## What the task requires
Pull every line containing the word "place" out of the material below.

## Material for the task
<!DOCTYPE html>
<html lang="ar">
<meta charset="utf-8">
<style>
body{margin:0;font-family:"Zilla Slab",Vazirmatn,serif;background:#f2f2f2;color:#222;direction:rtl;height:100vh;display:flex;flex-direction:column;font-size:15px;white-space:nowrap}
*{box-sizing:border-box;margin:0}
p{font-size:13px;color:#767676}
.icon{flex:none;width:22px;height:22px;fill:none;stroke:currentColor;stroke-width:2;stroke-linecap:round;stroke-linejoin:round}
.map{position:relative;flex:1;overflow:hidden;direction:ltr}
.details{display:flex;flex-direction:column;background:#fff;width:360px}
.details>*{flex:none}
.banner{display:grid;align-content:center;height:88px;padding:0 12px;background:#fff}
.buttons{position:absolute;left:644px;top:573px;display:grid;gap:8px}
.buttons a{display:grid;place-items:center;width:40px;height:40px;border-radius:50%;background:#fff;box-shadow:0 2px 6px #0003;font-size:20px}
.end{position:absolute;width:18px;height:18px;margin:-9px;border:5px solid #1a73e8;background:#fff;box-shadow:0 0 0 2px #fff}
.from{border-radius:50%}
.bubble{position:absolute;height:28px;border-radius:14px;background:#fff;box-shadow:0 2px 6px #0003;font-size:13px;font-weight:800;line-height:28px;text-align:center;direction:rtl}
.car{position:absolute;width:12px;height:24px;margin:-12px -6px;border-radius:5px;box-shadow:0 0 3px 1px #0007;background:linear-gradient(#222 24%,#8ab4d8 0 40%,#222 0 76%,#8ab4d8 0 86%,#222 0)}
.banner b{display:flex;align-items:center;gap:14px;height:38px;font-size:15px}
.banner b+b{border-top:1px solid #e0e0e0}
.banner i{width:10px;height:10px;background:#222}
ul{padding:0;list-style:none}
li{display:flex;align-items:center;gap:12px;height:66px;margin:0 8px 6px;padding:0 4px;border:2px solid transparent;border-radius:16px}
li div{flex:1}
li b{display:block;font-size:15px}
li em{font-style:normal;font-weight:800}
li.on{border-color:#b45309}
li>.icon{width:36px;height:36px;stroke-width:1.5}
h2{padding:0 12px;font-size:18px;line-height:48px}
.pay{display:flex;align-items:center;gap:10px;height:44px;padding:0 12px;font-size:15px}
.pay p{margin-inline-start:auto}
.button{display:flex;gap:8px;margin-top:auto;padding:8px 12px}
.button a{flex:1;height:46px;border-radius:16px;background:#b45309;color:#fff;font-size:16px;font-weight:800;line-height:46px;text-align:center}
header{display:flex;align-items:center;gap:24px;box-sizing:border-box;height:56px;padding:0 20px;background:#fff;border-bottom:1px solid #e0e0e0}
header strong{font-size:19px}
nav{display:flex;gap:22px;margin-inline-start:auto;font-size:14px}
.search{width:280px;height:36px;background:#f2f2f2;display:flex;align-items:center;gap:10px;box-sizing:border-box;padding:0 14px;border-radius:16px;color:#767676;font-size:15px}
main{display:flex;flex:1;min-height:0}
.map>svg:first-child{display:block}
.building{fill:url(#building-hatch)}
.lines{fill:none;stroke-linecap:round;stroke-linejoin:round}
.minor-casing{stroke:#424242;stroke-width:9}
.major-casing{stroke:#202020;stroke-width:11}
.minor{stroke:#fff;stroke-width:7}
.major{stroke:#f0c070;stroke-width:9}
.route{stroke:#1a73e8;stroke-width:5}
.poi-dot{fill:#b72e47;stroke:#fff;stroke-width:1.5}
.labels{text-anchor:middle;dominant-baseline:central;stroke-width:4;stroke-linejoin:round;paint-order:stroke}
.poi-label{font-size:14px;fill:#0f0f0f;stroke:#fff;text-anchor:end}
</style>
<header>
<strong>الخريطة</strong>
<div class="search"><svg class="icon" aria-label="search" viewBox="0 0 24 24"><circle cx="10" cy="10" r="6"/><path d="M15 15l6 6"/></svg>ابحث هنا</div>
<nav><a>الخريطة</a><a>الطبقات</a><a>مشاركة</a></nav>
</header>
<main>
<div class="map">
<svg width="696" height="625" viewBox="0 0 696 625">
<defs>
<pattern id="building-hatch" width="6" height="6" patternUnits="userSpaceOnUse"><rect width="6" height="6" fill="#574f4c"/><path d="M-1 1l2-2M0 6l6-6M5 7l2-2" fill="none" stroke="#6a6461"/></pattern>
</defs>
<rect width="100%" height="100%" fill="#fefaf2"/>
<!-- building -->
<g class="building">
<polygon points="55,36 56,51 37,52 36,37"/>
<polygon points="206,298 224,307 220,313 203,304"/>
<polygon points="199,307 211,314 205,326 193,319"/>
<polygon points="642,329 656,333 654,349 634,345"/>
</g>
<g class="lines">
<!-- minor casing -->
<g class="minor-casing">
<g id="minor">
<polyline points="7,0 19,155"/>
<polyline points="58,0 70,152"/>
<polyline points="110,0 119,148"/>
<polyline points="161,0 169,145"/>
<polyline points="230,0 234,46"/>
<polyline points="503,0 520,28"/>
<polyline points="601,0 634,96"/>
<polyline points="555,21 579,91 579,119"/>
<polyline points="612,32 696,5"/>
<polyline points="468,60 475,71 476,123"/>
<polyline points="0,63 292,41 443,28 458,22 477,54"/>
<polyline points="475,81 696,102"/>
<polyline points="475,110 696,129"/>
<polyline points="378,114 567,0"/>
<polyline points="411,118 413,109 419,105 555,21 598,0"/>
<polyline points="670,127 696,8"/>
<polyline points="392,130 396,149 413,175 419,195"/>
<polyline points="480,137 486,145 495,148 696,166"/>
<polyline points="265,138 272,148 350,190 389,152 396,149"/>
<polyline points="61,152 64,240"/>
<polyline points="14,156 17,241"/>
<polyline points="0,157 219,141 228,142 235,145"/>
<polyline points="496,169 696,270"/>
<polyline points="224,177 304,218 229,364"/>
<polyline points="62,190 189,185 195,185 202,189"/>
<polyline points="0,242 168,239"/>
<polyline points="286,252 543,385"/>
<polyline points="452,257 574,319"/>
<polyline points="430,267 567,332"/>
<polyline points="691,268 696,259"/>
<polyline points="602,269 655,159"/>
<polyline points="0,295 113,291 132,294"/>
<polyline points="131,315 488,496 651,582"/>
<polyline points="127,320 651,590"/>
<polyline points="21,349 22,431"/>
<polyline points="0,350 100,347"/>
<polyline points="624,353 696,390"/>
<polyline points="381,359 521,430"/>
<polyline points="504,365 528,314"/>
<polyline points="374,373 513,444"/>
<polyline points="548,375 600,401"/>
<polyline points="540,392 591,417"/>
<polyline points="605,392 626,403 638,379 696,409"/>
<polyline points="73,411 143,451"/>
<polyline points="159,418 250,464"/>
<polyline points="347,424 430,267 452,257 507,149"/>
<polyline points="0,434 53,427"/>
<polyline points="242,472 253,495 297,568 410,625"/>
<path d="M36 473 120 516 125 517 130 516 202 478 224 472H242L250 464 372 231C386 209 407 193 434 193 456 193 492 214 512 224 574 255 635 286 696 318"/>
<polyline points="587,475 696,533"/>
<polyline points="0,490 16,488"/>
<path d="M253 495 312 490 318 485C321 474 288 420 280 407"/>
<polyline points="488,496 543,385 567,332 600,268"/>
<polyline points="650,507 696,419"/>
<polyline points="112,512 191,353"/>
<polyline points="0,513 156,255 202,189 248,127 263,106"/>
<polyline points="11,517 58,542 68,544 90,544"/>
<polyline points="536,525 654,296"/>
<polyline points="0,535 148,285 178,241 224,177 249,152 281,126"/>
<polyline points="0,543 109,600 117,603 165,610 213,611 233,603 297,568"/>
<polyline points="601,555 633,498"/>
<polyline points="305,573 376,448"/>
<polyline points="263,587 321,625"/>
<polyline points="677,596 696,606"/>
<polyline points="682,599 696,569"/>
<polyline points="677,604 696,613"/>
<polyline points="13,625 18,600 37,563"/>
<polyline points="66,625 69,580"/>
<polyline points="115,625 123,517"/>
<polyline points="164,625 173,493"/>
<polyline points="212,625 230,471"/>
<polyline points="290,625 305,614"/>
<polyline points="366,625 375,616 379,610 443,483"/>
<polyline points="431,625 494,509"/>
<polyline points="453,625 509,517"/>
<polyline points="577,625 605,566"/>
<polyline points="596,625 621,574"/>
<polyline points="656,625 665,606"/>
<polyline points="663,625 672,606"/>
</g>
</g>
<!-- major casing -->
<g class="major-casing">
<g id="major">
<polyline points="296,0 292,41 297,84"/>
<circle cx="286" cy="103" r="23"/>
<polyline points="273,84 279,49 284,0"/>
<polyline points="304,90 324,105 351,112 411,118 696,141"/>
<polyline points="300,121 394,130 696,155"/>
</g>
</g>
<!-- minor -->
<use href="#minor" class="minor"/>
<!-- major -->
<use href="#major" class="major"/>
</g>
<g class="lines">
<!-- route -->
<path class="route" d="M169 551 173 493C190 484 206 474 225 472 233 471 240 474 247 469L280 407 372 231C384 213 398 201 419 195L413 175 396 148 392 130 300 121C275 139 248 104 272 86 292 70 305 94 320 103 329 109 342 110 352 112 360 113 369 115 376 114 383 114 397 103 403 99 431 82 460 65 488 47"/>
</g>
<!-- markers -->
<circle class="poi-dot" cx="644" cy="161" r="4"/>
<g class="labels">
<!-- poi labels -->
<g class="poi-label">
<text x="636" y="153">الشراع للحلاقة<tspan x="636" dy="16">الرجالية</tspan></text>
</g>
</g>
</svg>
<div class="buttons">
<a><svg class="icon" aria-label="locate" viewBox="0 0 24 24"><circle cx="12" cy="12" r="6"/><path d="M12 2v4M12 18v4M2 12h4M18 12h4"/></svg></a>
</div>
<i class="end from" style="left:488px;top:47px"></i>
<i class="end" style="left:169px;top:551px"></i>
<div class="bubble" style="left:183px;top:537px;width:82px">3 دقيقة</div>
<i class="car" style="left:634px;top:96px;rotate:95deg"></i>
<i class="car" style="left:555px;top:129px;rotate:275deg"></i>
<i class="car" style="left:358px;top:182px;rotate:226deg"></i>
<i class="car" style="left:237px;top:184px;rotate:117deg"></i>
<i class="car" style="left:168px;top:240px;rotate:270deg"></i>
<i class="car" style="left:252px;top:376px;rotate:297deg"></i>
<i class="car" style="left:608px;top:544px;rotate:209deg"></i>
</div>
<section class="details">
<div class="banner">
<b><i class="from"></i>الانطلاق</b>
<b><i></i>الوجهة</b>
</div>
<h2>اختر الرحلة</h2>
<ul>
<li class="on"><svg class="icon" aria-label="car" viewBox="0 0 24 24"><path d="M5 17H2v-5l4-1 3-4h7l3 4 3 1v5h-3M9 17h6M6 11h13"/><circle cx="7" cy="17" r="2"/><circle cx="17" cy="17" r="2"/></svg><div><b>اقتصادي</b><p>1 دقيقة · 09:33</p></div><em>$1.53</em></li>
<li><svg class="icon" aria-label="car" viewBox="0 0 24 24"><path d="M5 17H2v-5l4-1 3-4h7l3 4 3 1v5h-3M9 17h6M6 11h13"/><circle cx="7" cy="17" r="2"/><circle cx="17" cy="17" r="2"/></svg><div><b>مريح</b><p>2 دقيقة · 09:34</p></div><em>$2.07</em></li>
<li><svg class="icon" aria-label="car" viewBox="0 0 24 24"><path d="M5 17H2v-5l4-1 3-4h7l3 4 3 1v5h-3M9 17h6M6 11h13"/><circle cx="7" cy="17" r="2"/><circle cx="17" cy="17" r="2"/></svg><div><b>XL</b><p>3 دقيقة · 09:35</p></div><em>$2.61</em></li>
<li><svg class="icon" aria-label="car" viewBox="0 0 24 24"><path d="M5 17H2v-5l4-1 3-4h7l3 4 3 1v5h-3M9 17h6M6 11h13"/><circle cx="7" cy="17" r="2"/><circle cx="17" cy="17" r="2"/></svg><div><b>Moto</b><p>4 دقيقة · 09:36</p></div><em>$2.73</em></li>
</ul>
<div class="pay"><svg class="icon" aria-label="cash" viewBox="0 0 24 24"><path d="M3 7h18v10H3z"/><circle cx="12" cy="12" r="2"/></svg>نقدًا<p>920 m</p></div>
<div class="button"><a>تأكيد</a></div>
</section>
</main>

==

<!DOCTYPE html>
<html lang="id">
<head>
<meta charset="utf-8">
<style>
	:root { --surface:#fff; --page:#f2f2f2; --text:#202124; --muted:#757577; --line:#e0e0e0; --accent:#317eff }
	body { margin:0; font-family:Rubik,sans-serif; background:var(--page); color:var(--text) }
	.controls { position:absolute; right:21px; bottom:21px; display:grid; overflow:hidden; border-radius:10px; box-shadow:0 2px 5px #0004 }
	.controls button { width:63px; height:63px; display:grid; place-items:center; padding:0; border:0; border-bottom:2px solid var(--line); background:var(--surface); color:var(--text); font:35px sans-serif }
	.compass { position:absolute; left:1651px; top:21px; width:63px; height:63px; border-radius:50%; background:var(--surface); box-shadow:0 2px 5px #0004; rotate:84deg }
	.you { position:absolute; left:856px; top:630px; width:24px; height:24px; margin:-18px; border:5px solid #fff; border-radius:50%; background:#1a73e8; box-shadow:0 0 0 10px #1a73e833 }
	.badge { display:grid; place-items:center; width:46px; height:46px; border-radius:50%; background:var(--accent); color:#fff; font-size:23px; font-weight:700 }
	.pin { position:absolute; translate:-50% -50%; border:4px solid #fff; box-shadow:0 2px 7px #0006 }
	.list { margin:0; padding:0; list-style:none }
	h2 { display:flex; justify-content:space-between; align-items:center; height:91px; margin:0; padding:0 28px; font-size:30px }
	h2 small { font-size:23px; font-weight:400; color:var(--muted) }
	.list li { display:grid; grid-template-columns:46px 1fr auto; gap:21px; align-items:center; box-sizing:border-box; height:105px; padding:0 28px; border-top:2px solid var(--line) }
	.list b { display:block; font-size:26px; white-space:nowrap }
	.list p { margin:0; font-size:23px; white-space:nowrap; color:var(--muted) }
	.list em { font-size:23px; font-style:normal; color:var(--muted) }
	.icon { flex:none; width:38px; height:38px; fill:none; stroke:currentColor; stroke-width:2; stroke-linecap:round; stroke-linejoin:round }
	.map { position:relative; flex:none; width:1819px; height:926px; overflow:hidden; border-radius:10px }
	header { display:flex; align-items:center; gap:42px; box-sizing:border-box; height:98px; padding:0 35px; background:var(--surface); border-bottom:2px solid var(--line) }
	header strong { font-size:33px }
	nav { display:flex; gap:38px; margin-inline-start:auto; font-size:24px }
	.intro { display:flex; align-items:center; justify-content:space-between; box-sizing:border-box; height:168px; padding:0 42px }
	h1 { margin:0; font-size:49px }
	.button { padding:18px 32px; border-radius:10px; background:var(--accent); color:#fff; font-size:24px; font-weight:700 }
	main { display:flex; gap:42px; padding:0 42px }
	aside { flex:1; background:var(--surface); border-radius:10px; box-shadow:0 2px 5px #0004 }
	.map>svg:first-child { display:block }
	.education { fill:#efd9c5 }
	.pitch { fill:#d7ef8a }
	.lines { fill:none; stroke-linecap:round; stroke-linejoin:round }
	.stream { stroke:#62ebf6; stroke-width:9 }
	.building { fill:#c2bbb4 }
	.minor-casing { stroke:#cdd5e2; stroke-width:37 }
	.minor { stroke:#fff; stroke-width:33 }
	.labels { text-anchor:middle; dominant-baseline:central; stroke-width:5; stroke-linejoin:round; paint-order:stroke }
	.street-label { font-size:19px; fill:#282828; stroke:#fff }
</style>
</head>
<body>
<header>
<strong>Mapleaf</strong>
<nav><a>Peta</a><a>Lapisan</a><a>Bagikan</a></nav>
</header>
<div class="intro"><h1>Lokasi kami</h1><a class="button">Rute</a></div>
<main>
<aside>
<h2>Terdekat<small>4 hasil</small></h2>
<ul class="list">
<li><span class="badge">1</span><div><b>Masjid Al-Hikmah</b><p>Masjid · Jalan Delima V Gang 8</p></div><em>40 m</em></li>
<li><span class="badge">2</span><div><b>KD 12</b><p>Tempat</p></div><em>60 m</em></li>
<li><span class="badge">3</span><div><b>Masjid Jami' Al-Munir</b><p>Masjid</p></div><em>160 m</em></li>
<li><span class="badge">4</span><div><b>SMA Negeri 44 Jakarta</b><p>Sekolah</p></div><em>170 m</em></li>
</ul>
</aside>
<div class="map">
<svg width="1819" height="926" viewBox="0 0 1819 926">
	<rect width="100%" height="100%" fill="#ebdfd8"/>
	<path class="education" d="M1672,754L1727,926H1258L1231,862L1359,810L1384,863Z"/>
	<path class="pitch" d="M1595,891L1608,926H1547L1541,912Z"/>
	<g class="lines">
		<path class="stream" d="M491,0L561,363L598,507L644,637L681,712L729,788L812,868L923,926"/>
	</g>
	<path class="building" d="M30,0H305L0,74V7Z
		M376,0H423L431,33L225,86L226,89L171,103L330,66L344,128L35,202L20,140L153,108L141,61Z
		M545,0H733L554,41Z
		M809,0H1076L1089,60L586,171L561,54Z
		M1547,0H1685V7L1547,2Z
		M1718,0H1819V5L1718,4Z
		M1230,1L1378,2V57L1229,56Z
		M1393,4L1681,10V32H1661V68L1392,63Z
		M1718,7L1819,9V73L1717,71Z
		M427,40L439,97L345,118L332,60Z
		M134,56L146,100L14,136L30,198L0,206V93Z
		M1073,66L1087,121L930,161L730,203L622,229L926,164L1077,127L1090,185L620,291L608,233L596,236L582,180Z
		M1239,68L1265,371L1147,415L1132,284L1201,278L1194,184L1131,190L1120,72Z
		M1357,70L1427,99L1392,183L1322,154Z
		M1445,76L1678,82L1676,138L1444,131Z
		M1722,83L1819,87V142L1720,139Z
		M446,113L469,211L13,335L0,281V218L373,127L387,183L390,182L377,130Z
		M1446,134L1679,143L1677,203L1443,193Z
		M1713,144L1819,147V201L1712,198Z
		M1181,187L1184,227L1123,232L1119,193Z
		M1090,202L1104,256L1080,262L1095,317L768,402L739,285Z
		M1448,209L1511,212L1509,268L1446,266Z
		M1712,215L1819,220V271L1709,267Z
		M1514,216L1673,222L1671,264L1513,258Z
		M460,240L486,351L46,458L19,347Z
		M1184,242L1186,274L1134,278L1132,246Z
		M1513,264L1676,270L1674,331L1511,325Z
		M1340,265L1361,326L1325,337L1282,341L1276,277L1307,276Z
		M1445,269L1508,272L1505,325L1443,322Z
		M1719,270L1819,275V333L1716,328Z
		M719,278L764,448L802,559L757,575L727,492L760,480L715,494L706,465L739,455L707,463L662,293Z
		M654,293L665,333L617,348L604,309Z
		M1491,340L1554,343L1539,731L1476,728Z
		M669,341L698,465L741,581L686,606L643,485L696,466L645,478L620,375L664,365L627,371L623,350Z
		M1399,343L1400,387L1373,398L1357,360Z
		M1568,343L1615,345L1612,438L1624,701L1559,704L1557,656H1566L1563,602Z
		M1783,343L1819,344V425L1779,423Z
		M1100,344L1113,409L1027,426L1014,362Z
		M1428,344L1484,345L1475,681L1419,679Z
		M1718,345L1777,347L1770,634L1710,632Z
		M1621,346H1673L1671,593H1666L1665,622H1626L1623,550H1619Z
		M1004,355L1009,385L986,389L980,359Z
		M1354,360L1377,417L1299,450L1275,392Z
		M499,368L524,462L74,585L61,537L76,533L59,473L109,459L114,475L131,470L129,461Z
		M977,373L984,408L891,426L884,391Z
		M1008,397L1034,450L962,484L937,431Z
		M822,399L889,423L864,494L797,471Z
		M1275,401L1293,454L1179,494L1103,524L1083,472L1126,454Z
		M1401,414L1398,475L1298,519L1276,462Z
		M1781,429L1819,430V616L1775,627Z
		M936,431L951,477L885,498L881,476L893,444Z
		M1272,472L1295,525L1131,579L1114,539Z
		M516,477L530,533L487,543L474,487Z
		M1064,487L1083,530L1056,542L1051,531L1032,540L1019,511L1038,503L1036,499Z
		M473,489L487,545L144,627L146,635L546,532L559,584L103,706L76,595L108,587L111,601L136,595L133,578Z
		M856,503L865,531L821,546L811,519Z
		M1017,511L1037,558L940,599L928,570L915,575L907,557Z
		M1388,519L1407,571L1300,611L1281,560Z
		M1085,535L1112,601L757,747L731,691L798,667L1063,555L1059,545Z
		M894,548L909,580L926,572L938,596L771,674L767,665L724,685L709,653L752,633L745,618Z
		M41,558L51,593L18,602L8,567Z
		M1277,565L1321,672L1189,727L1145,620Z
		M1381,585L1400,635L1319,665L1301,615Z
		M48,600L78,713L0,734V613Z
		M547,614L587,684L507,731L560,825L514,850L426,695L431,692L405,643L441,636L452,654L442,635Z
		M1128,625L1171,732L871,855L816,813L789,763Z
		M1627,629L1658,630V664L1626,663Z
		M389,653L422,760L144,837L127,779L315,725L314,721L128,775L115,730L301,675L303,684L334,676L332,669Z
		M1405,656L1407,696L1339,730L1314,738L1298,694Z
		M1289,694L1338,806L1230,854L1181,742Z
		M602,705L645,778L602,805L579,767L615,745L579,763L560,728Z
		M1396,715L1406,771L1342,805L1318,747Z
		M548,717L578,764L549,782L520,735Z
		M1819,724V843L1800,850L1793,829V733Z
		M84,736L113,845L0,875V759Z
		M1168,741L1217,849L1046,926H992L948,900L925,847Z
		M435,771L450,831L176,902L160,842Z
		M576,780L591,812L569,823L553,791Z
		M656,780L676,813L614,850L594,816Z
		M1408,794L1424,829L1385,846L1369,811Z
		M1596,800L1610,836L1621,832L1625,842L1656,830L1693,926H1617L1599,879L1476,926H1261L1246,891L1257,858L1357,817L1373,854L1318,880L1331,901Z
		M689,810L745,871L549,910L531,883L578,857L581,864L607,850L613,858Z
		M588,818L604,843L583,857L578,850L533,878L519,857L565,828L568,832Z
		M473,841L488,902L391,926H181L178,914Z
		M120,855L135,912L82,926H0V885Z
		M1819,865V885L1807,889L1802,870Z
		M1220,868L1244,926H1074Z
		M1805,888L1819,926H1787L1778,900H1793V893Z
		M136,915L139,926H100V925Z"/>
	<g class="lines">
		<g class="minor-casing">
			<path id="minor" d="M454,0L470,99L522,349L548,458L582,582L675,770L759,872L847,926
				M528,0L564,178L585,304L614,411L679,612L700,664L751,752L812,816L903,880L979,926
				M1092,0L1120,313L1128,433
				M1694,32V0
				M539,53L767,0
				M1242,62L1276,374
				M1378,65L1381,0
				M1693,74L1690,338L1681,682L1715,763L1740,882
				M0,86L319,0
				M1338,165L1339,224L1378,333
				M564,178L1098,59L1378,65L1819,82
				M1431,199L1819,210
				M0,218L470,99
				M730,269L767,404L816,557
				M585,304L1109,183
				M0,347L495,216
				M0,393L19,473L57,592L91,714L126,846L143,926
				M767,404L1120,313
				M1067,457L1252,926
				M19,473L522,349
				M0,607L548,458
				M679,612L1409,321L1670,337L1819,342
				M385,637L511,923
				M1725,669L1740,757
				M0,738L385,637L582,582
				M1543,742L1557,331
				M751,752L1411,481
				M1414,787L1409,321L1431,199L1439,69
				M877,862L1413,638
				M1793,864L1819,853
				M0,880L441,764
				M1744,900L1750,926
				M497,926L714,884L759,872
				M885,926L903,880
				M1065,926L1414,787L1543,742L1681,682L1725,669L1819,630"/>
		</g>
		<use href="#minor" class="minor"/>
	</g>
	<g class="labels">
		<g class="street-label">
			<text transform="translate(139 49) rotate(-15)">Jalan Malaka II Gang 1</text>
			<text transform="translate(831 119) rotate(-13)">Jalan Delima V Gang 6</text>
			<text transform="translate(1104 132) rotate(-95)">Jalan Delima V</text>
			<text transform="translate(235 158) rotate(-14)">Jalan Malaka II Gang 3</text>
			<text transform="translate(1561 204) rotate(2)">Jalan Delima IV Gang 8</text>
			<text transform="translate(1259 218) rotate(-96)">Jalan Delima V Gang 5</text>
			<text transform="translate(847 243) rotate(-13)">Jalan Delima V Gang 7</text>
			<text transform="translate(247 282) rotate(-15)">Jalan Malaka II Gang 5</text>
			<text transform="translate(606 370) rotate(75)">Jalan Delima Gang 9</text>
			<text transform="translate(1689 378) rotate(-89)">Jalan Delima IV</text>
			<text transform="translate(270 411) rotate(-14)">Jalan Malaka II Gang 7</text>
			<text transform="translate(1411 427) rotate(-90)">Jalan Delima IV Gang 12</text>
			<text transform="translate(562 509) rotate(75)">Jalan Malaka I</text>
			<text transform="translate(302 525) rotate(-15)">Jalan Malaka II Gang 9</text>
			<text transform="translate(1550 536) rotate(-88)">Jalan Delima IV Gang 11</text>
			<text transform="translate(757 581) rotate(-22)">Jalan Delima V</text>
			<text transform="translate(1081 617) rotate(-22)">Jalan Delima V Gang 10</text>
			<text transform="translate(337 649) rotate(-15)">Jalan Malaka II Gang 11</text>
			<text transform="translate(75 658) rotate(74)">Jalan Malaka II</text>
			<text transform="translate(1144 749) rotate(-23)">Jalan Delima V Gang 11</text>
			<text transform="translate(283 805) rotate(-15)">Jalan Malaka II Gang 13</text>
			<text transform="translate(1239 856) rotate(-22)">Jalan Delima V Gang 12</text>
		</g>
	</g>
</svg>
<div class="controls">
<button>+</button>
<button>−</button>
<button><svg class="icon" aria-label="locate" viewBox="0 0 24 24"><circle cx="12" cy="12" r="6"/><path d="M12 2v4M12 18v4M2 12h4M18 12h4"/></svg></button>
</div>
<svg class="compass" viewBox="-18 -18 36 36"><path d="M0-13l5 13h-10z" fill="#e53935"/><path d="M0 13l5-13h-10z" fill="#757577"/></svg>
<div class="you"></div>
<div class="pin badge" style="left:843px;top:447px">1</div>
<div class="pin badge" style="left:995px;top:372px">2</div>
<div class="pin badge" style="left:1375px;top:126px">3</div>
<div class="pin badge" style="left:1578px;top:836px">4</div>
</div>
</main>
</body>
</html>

## Written solution
.buttons a{display:grid;place-items:center;width:40px;height:40px;border-radius:50%;background:#fff;box-shadow:0 2px 6px #0003;font-size:20px}
	.controls button { width:63px; height:63px; display:grid; place-items:center; padding:0; border:0; border-bottom:2px solid var(--line); background:var(--surface); color:var(--text); font:35px sans-serif }
	.badge { display:grid; place-items:center; width:46px; height:46px; border-radius:50%; background:var(--accent); color:#fff; font-size:23px; font-weight:700 }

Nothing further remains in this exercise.